Stored items from a collection
------------------------------------

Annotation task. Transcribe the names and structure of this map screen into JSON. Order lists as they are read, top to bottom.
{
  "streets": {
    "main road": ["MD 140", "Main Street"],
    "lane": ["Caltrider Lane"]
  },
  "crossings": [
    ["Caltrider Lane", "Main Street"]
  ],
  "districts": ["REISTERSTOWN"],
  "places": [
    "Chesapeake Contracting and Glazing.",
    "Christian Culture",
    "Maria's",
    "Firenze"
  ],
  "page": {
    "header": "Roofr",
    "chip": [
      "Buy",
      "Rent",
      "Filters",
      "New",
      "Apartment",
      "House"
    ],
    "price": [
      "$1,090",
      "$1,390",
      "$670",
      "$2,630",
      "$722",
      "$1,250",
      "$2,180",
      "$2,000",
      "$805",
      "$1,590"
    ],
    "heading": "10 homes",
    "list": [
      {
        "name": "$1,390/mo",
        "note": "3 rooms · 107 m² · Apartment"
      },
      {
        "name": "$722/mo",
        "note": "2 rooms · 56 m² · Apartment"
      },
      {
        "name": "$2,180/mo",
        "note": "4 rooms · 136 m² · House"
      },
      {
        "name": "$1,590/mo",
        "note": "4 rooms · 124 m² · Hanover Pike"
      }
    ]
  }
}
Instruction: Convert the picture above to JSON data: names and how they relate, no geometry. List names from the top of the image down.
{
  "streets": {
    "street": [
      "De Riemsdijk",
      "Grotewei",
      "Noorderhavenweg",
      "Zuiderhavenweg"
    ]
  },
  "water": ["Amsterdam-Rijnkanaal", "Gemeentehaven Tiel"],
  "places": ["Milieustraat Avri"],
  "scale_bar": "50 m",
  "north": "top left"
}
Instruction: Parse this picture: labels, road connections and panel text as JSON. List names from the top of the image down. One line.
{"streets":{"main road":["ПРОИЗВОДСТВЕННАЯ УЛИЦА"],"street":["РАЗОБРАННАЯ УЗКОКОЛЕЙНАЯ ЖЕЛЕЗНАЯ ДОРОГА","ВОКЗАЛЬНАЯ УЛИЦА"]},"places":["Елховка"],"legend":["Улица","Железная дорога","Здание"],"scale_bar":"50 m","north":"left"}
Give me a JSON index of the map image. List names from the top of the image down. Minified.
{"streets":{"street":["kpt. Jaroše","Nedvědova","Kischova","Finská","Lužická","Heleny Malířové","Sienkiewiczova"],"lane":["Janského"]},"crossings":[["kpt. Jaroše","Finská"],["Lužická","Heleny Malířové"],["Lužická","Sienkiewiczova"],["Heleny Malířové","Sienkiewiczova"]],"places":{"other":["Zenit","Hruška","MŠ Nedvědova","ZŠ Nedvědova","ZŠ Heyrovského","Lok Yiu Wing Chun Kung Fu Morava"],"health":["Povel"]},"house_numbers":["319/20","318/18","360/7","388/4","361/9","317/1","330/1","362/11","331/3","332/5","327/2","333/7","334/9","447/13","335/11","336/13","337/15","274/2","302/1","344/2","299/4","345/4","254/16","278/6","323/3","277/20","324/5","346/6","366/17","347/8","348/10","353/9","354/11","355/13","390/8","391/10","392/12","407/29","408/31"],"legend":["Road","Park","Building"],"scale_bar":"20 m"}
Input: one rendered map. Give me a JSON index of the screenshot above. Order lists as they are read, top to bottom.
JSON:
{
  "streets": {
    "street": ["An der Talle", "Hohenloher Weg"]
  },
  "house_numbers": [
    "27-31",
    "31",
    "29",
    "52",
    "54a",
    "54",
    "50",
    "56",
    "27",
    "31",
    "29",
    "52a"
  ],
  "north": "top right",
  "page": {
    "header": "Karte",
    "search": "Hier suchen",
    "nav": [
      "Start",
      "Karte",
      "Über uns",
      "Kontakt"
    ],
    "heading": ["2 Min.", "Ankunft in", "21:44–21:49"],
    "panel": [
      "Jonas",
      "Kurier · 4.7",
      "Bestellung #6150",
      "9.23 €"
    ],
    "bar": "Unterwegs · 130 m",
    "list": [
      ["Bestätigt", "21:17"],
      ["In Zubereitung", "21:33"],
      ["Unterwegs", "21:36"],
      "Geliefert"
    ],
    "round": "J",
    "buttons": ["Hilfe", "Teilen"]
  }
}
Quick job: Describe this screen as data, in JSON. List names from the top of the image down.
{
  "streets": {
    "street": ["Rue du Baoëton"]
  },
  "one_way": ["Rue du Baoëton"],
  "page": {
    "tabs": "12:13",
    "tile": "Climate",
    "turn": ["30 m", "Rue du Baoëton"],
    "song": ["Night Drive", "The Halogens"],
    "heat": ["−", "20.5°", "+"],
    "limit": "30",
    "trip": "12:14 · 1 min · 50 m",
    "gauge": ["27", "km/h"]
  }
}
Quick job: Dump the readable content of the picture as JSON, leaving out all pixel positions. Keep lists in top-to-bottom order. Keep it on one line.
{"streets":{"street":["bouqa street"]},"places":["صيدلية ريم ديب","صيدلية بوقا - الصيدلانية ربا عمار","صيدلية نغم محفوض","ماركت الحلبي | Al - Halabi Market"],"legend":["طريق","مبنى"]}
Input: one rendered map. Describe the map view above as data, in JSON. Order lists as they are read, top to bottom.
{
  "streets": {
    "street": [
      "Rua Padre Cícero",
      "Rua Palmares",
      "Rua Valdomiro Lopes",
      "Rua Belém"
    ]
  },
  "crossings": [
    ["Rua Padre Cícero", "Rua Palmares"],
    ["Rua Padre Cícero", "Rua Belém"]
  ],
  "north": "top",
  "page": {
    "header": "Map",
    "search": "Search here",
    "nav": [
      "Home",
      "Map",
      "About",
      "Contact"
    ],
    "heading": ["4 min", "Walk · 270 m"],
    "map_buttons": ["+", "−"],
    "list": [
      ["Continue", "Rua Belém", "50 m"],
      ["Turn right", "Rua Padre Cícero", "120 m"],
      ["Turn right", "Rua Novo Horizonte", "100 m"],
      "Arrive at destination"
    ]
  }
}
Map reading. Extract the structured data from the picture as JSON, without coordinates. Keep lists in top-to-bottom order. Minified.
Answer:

------------------------------------

TASK BRIEF
Output all of the data exactly.

EXPECTED ANSWER
Annotation task. Transcribe the names and structure of this map screen into JSON. Order lists as they are read, top to bottom.
{
  "streets": {
    "main road": ["MD 140", "Main Street"],
    "lane": ["Caltrider Lane"]
  },
  "crossings": [
    ["Caltrider Lane", "Main Street"]
  ],
  "districts": ["REISTERSTOWN"],
  "places": [
    "Chesapeake Contracting and Glazing.",
    "Christian Culture",
    "Maria's",
    "Firenze"
  ],
  "page": {
    "header": "Roofr",
    "chip": [
      "Buy",
      "Rent",
      "Filters",
      "New",
      "Apartment",
      "House"
    ],
    "price": [
      "$1,090",
      "$1,390",
      "$670",
      "$2,630",
      "$722",
      "$1,250",
      "$2,180",
      "$2,000",
      "$805",
      "$1,590"
    ],
    "heading": "10 homes",
    "list": [
      {
        "name": "$1,390/mo",
        "note": "3 rooms · 107 m² · Apartment"
      },
      {
        "name": "$722/mo",
        "note": "2 rooms · 56 m² · Apartment"
      },
      {
        "name": "$2,180/mo",
        "note": "4 rooms · 136 m² · House"
      },
      {
        "name": "$1,590/mo",
        "note": "4 rooms · 124 m² · Hanover Pike"
      }
    ]
  }
}
Instruction: Convert the picture above to JSON data: names and how they relate, no geometry. List names from the top of the image down.
{
  "streets": {
    "street": [
      "De Riemsdijk",
      "Grotewei",
      "Noorderhavenweg",
      "Zuiderhavenweg"
    ]
  },
  "water": ["Amsterdam-Rijnkanaal", "Gemeentehaven Tiel"],
  "places": ["Milieustraat Avri"],
  "scale_bar": "50 m",
  "north": "top left"
}
Instruction: Parse this picture: labels, road connections and panel text as JSON. List names from the top of the image down. One line.
{"streets":{"main road":["ПРОИЗВОДСТВЕННАЯ УЛИЦА"],"street":["РАЗОБРАННАЯ УЗКОКОЛЕЙНАЯ ЖЕЛЕЗНАЯ ДОРОГА","ВОКЗАЛЬНАЯ УЛИЦА"]},"places":["Елховка"],"legend":["Улица","Железная дорога","Здание"],"scale_bar":"50 m","north":"left"}
Give me a JSON index of the map image. List names from the top of the image down. Minified.
{"streets":{"street":["kpt. Jaroše","Nedvědova","Kischova","Finská","Lužická","Heleny Malířové","Sienkiewiczova"],"lane":["Janského"]},"crossings":[["kpt. Jaroše","Finská"],["Lužická","Heleny Malířové"],["Lužická","Sienkiewiczova"],["Heleny Malířové","Sienkiewiczova"]],"places":{"other":["Zenit","Hruška","MŠ Nedvědova","ZŠ Nedvědova","ZŠ Heyrovského","Lok Yiu Wing Chun Kung Fu Morava"],"health":["Povel"]},"house_numbers":["319/20","318/18","360/7","388/4","361/9","317/1","330/1","362/11","331/3","332/5","327/2","333/7","334/9","447/13","335/11","336/13","337/15","274/2","302/1","344/2","299/4","345/4","254/16","278/6","323/3","277/20","324/5","346/6","366/17","347/8","348/10","353/9","354/11","355/13","390/8","391/10","392/12","407/29","408/31"],"legend":["Road","Park","Building"],"scale_bar":"20 m"}
Input: one rendered map. Give me a JSON index of the screenshot above. Order lists as they are read, top to bottom.
JSON:
{
  "streets": {
    "street": ["An der Talle", "Hohenloher Weg"]
  },
  "house_numbers": [
    "27-31",
    "31",
    "29",
    "52",
    "54a",
    "54",
    "50",
    "56",
    "27",
    "31",
    "29",
    "52a"
  ],
  "north": "top right",
  "page": {
    "header": "Karte",
    "search": "Hier suchen",
    "nav": [
      "Start",
      "Karte",
      "Über uns",
      "Kontakt"
    ],
    "heading": ["2 Min.", "Ankunft in", "21:44–21:49"],
    "panel": [
      "Jonas",
      "Kurier · 4.7",
      "Bestellung #6150",
      "9.23 €"
    ],
    "bar": "Unterwegs · 130 m",
    "list": [
      ["Bestätigt", "21:17"],
      ["In Zubereitung", "21:33"],
      ["Unterwegs", "21:36"],
      "Geliefert"
    ],
    "round": "J",
    "buttons": ["Hilfe", "Teilen"]
  }
}
Quick job: Describe this screen as data, in JSON. List names from the top of the image down.
{
  "streets": {
    "street": ["Rue du Baoëton"]
  },
  "one_way": ["Rue du Baoëton"],
  "page": {
    "tabs": "12:13",
    "tile": "Climate",
    "turn": ["30 m", "Rue du Baoëton"],
    "song": ["Night Drive", "The Halogens"],
    "heat": ["−", "20.5°", "+"],
    "limit": "30",
    "trip": "12:14 · 1 min · 50 m",
    "gauge": ["27", "km/h"]
  }
}
Quick job: Dump the readable content of the picture as JSON, leaving out all pixel positions. Keep lists in top-to-bottom order. Keep it on one line.
{"streets":{"street":["bouqa street"]},"places":["صيدلية ريم ديب","صيدلية بوقا - الصيدلانية ربا عمار","صيدلية نغم محفوض","ماركت الحلبي | Al - Halabi Market"],"legend":["طريق","مبنى"]}
Input: one rendered map. Describe the map view above as data, in JSON. Order lists as they are read, top to bottom.
{
  "streets": {
    "street": [
      "Rua Padre Cícero",
      "Rua Palmares",
      "Rua Valdomiro Lopes",
      "Rua Belém"
    ]
  },
  "crossings": [
    ["Rua Padre Cícero", "Rua Palmares"],
    ["Rua Padre Cícero", "Rua Belém"]
  ],
  "north": "top",
  "page": {
    "header": "Map",
    "search": "Search here",
    "nav": [
      "Home",
      "Map",
      "About",
      "Contact"
    ],
    "heading": ["4 min", "Walk · 270 m"],
    "map_buttons": ["+", "−"],
    "list": [
      ["Continue", "Rua Belém", "50 m"],
      ["Turn right", "Rua Padre Cícero", "120 m"],
      ["Turn right", "Rua Novo Horizonte", "100 m"],
      "Arrive at destination"
    ]
  }
}
Map reading. Extract the structured data from the picture as JSON, without coordinates. Keep lists in top-to-bottom order. Minified.
Answer:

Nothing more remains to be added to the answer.